» Records to process
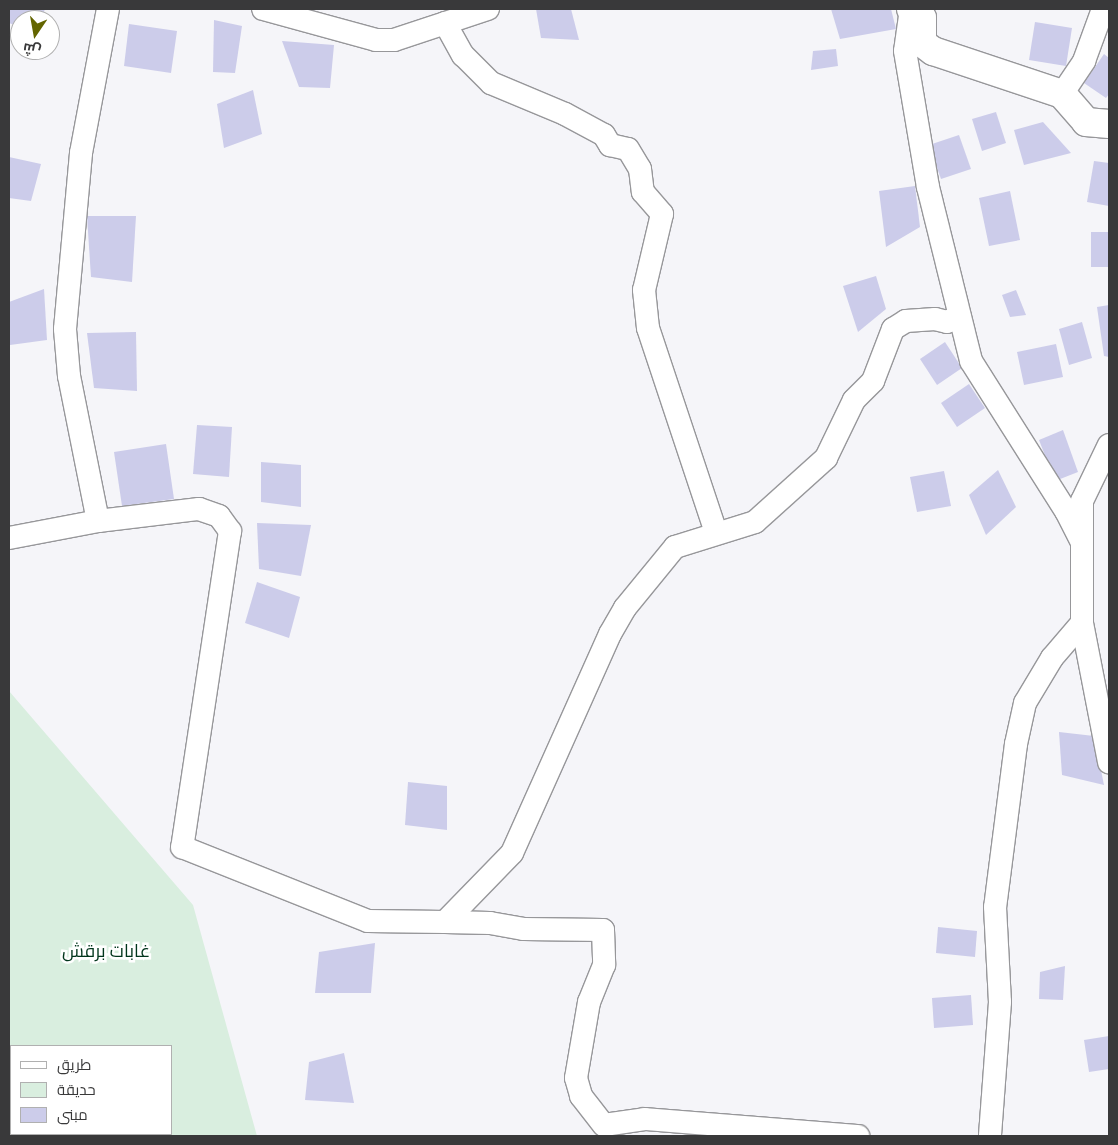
<!DOCTYPE html>
<html>
<head>
<meta charset="utf-8">
<style>
  body { margin:0 }
  #map { position:relative; width:1118px; height:1145px; overflow:hidden; background:#f5f5f9; font-family:Karla,Cairo,sans-serif }
  div>[style] { position:absolute }
  .green>* { inset:0; background:#d9eedf }
  .building>* { inset:0; background:#ccccea }
  .roads { filter:drop-shadow(1px 0 #97979a) drop-shadow(-1px 0 #97979a) drop-shadow(0 1px #97979a) drop-shadow(0 -1px #97979a) }
  .minor>* { height:22px; margin:-11px; padding:0 11px; transform-origin:11px; border-radius:11px; background:#fff }
  .tertiary>* { height:28px; margin:-14px; padding:0 14px; transform-origin:14px; border-radius:14px; background:#fff }
  span { translate:-50% -50%; white-space:nowrap; text-align:center; line-height:1.15; -webkit-text-stroke:5px #fff; paint-order:stroke }
  .park-label { font-size:18px; color:#00351b }
  .frame { position:absolute; inset:0; border:10px solid #39393a; pointer-events:none }
  .legend { position:absolute; left:10px; top:1045px; width:162px; height:90px; box-sizing:border-box; background:#fff; border:1px solid #b0b0b0; margin:0; padding:6px 9px; list-style:none; font-size:15px; color:#39393a }
  .legend li { display:flex; align-items:center; gap:10px; height:25px }
  .legend b { width:25px; border:1px solid #b0b0b0 }
  .north { position:absolute; left:10px; top:10px; width:50px; height:50px; box-sizing:border-box; background:#fff; border:1px solid #b0b0b0; border-radius:50%; rotate:192deg; font-size:14px; font-weight:700; line-height:20px; text-align:center; color:#39393a }
  .north::after { content:''; display:block; margin:auto; width:18px; height:22px; background:#636500; clip-path:polygon(50% 0,100% 100%,50% 72%,0 100%) }
</style>
</head>
<body>
<div id="map">
  <div class="green">
    <i style="clip-path:polygon(evenodd,9px 691px,193px 905px,257px 1136px,9px 1136px,9px 691px,11px 1046px,171px 1046px,171px 1134px,11px 1134px,11px 1046px)"></i>
  </div>
  <div class="building">
    <i style="clip-path:polygon(9px 9px,45px 9px,41px 20px,20px 20px,20px 27px,9px 23px)"></i>
    <i style="clip-path:polygon(536px 9px,571px 9px,579px 40px,541px 38px)"></i>
    <i style="clip-path:polygon(831px 9px,891px 9px,896px 29px,840px 39px)"></i>
    <i style="clip-path:polygon(214px 20px,242px 26px,235px 73px,213px 72px)"></i>
    <i style="clip-path:polygon(1035px 22px,1072px 28px,1066px 66px,1029px 60px)"></i>
    <i style="clip-path:polygon(129px 24px,177px 31px,171px 73px,124px 66px)"></i>
    <i style="clip-path:polygon(282px 41px,334px 45px,330px 88px,299px 87px)"></i>
    <i style="clip-path:polygon(836px 49px,838px 66px,811px 70px,813px 51px)"></i>
    <i style="clip-path:polygon(1104px 54px,1109px 58px,1109px 94px,1106px 98px,1084px 83px)"></i>
    <i style="clip-path:polygon(253px 90px,262px 134px,224px 148px,217px 104px)"></i>
    <i style="clip-path:polygon(996px 112px,1006px 143px,982px 151px,972px 119px)"></i>
    <i style="clip-path:polygon(1043px 122px,1071px 153px,1024px 165px,1014px 130px)"></i>
    <i style="clip-path:polygon(959px 135px,971px 169px,941px 179px,929px 145px)"></i>
    <i style="clip-path:polygon(9px 157px,41px 164px,31px 201px,9px 198px)"></i>
    <i style="clip-path:polygon(1094px 161px,1109px 163px,1109px 206px,1087px 202px)"></i>
    <i style="clip-path:polygon(915px 186px,920px 227px,886px 247px,879px 191px)"></i>
    <i style="clip-path:polygon(1010px 191px,1020px 240px,989px 246px,979px 198px)"></i>
    <i style="clip-path:polygon(87px 216px,136px 216px,132px 282px,91px 277px)"></i>
    <i style="clip-path:polygon(1091px 232px,1109px 232px,1109px 267px,1091px 267px)"></i>
    <i style="clip-path:polygon(876px 276px,886px 309px,858px 332px,843px 286px)"></i>
    <i style="clip-path:polygon(44px 289px,47px 340px,10px 345px,9px 302px)"></i>
    <i style="clip-path:polygon(1016px 290px,1026px 315px,1010px 317px,1002px 295px)"></i>
    <i style="clip-path:polygon(1109px 305px,1109px 357px,1104px 356px,1097px 307px)"></i>
    <i style="clip-path:polygon(1082px 322px,1092px 358px,1069px 365px,1059px 329px)"></i>
    <i style="clip-path:polygon(136px 332px,137px 391px,94px 388px,87px 333px)"></i>
    <i style="clip-path:polygon(945px 342px,962px 368px,937px 385px,920px 359px)"></i>
    <i style="clip-path:polygon(1056px 344px,1063px 377px,1024px 385px,1017px 352px)"></i>
    <i style="clip-path:polygon(969px 384px,985px 408px,957px 427px,941px 403px)"></i>
    <i style="clip-path:polygon(197px 425px,232px 427px,229px 477px,193px 474px)"></i>
    <i style="clip-path:polygon(1063px 430px,1078px 472px,1055px 481px,1039px 440px)"></i>
    <i style="clip-path:polygon(166px 444px,174px 499px,122px 506px,114px 452px)"></i>
    <i style="clip-path:polygon(261px 462px,301px 465px,301px 507px,261px 502px)"></i>
    <i style="clip-path:polygon(998px 470px,1016px 507px,986px 535px,969px 495px)"></i>
    <i style="clip-path:polygon(944px 471px,951px 506px,917px 512px,910px 477px)"></i>
    <i style="clip-path:polygon(257px 523px,311px 525px,301px 576px,259px 569px)"></i>
    <i style="clip-path:polygon(257px 582px,300px 597px,289px 638px,245px 623px)"></i>
    <i style="clip-path:polygon(1059px 732px,1094px 736px,1104px 785px,1062px 775px)"></i>
    <i style="clip-path:polygon(408px 782px,447px 786px,447px 830px,405px 825px)"></i>
    <i style="clip-path:polygon(938px 927px,977px 931px,975px 957px,936px 953px)"></i>
    <i style="clip-path:polygon(375px 943px,371px 993px,315px 993px,319px 952px)"></i>
    <i style="clip-path:polygon(1065px 966px,1063px 1000px,1039px 999px,1040px 972px)"></i>
    <i style="clip-path:polygon(971px 995px,973px 1025px,934px 1028px,932px 998px)"></i>
    <i style="clip-path:polygon(1109px 1036px,1109px 1069px,1089px 1072px,1084px 1040px)"></i>
    <i style="clip-path:polygon(344px 1053px,354px 1103px,305px 1100px,309px 1062px)"></i>
  </div>
  <div class="roads">
    <div class="minor">
      <i style="left:263px;top:9px;width:117px;rotate:15.3deg"></i>
      <i style="left:376px;top:40px;width:18px"></i>
      <i style="left:394px;top:40px;width:99px;rotate:-18.3deg"></i>
      <i style="left:911px;top:9px;width:42px;rotate:98.1deg"></i>
      <i style="left:905px;top:51px;width:138px;rotate:80.4deg"></i>
      <i style="left:928px;top:187px;width:179px;rotate:76.1deg"></i>
      <i style="left:971px;top:361px;width:178px;rotate:57.7deg"></i>
      <i style="left:1066px;top:511px;width:35px;rotate:63deg"></i>
      <i style="left:1082px;top:542px;width:81px;rotate:90deg"></i>
      <i style="left:1082px;top:623px;width:46px;rotate:130.6deg"></i>
      <i style="left:1052px;top:658px;width:52px;rotate:121deg"></i>
      <i style="left:1025px;top:703px;width:42px;rotate:102.4deg"></i>
      <i style="left:1016px;top:744px;width:164px;rotate:97.3deg"></i>
      <i style="left:995px;top:907px;width:95px;rotate:87deg"></i>
      <i style="left:1000px;top:1002px;width:134px;rotate:94.3deg"></i>
      <i style="left:445px;top:23px;width:37px;rotate:61deg"></i>
      <i style="left:463px;top:55px;width:40px;rotate:45deg"></i>
      <i style="left:491px;top:83px;width:80px;rotate:22.7deg"></i>
      <i style="left:565px;top:114px;width:44px;rotate:28.3deg"></i>
      <i style="left:604px;top:135px;width:12px;rotate:59deg"></i>
      <i style="left:610px;top:145px;width:18px;rotate:13deg"></i>
      <i style="left:628px;top:149px;width:23px;rotate:59deg"></i>
      <i style="left:640px;top:169px;width:23px;rotate:83deg"></i>
      <i style="left:643px;top:192px;width:29px;rotate:49deg"></i>
      <i style="left:662px;top:214px;width:78px;rotate:103.3deg"></i>
      <i style="left:644px;top:290px;width:38px;rotate:84deg"></i>
      <i style="left:648px;top:328px;width:216px;rotate:71.6deg"></i>
      <i style="left:1062px;top:94px;width:40px;rotate:-56deg"></i>
      <i style="left:1084px;top:61px;width:55px;rotate:-69.9deg"></i>
      <i style="left:98px;top:521px;width:148px;rotate:-101.3deg"></i>
      <i style="left:69px;top:376px;width:47px;rotate:-94.9deg"></i>
      <i style="left:65px;top:329px;width:177px;rotate:-84.8deg"></i>
      <i style="left:81px;top:153px;width:147px;rotate:-79.4deg"></i>
      <i style="left:9px;top:538px;width:91px;rotate:-10.8deg"></i>
      <i style="left:98px;top:521px;width:102px;rotate:-6.8deg"></i>
      <i style="left:199px;top:509px;width:21px;rotate:19deg"></i>
      <i style="left:219px;top:516px;width:19px;rotate:54deg"></i>
      <i style="left:230px;top:531px;width:320px;rotate:98.6deg"></i>
      <i style="left:182px;top:847px;width:200px;rotate:21.7deg"></i>
      <i style="left:368px;top:921px;width:77px;rotate:0.7deg"></i>
      <i style="left:445px;top:922px;width:96px;rotate:-45.8deg"></i>
      <i style="left:512px;top:853px;width:240px;rotate:-65.9deg"></i>
      <i style="left:610px;top:634px;width:30px;rotate:-60deg"></i>
      <i style="left:625px;top:608px;width:79px;rotate:-50.7deg"></i>
      <i style="left:675px;top:547px;width:84px;rotate:-17.4deg"></i>
      <i style="left:755px;top:522px;width:96px;rotate:-42deg"></i>
      <i style="left:826px;top:458px;width:64px;rotate:-64.2deg"></i>
      <i style="left:854px;top:400px;width:27px;rotate:-45deg"></i>
      <i style="left:873px;top:381px;width:56px;rotate:-69deg"></i>
      <i style="left:893px;top:329px;width:15px;rotate:-32deg"></i>
      <i style="left:906px;top:321px;width:29px;rotate:-4deg"></i>
      <i style="left:935px;top:319px;width:12px;rotate:14deg"></i>
      <i style="left:947px;top:322px;width:14px;rotate:-25deg"></i>
      <i style="left:1082px;top:539px;width:38px;rotate:-90deg"></i>
      <i style="left:1082px;top:501px;width:62px;rotate:-64.3deg"></i>
      <i style="left:1082px;top:623px;width:142px;rotate:79deg"></i>
      <i style="left:445px;top:922px;width:45px;rotate:1.3deg"></i>
      <i style="left:490px;top:923px;width:35px;rotate:10deg"></i>
      <i style="left:524px;top:929px;width:79px;rotate:0.7deg"></i>
      <i style="left:603px;top:930px;width:35px;rotate:88deg"></i>
      <i style="left:604px;top:965px;width:40px;rotate:112deg"></i>
      <i style="left:589px;top:1002px;width:77px;rotate:99.7deg"></i>
      <i style="left:576px;top:1078px;width:19px;rotate:74deg"></i>
      <i style="left:581px;top:1096px;width:37px;rotate:52deg"></i>
      <i style="left:604px;top:1125px;width:41px;rotate:-8.3deg"></i>
      <i style="left:645px;top:1119px;width:214px;rotate:4.6deg"></i>
    </div>
    <div class="tertiary">
      <i style="left:911px;top:9px;width:14px;rotate:39deg"></i>
      <i style="left:922px;top:18px;width:25px;rotate:90deg"></i>
      <i style="left:922px;top:43px;width:14px;rotate:36deg"></i>
      <i style="left:933px;top:51px;width:136px;rotate:18.4deg"></i>
      <i style="left:1062px;top:94px;width:37px;rotate:49deg"></i>
      <i style="left:1086px;top:122px;width:23px;rotate:5deg"></i>
    </div>
  </div>
  <div class="park-label">
    <span style="left:106px;top:951px">غابات برقش</span>
  </div>
  <div class="frame"></div>
  <ul class="legend">
  <li><b style="height:6px;background:#fff"></b>طريق</li>
  <li><b style="height:14px;background:#d9eedf"></b>حديقة</li>
  <li><b style="height:14px;background:#ccccea"></b>مبنى</li>
  </ul>
  <div class="north">ش</div>
</div>
</body>
</html>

» What you need to do
Exact lines only, please. Repeat everything from the top of the records through the line containing "height:28px; margin:-14px; padding:0", both ends in and pictures out.

» Problem solution
<!DOCTYPE html>
<html>
<head>
<meta charset="utf-8">
<style>
  body { margin:0 }
  #map { position:relative; width:1118px; height:1145px; overflow:hidden; background:#f5f5f9; font-family:Karla,Cairo,sans-serif }
  div>[style] { position:absolute }
  .green>* { inset:0; background:#d9eedf }
  .building>* { inset:0; background:#ccccea }
  .roads { filter:drop-shadow(1px 0 #97979a) drop-shadow(-1px 0 #97979a) drop-shadow(0 1px #97979a) drop-shadow(0 -1px #97979a) }
  .minor>* { height:22px; margin:-11px; padding:0 11px; transform-origin:11px; border-radius:11px; background:#fff }
  .tertiary>* { height:28px; margin:-14px; padding:0 14px; transform-origin:14px; border-radius:14px; background:#fff }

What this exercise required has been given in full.